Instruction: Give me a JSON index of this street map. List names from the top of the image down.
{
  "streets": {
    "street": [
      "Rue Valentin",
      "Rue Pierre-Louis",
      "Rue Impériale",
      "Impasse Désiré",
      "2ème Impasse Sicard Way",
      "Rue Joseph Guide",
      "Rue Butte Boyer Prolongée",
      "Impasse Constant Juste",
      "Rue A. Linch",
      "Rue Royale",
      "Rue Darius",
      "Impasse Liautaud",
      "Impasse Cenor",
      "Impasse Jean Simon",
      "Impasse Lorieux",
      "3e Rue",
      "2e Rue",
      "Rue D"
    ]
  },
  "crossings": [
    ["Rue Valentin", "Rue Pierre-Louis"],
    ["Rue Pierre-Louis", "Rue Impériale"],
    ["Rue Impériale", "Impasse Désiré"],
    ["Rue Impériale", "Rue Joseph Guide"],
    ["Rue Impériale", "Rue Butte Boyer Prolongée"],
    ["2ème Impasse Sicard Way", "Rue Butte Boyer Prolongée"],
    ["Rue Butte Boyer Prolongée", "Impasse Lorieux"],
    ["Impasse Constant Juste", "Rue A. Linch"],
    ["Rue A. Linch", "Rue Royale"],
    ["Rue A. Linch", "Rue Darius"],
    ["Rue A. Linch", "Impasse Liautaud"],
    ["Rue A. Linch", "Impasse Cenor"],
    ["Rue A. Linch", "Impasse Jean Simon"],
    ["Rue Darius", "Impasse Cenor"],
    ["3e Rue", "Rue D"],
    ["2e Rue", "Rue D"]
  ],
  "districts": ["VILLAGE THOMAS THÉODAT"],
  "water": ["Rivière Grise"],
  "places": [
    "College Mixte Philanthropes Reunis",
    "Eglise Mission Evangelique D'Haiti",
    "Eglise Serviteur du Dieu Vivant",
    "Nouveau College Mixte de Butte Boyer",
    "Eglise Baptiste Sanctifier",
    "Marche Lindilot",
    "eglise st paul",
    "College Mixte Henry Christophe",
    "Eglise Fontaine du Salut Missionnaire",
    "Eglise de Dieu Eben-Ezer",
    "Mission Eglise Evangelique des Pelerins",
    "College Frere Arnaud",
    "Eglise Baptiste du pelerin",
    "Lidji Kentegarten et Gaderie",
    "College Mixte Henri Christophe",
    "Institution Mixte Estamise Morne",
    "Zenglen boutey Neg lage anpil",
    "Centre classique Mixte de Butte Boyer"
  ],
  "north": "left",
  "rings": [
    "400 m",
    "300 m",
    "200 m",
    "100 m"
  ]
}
□ □ □
### Work to be completed
The lines above that hold the string "Juste" are to be located and copied.

### Answer to this task
      "Impasse Constant Juste",
    ["Impasse Constant Juste", "Rue A. Linch"],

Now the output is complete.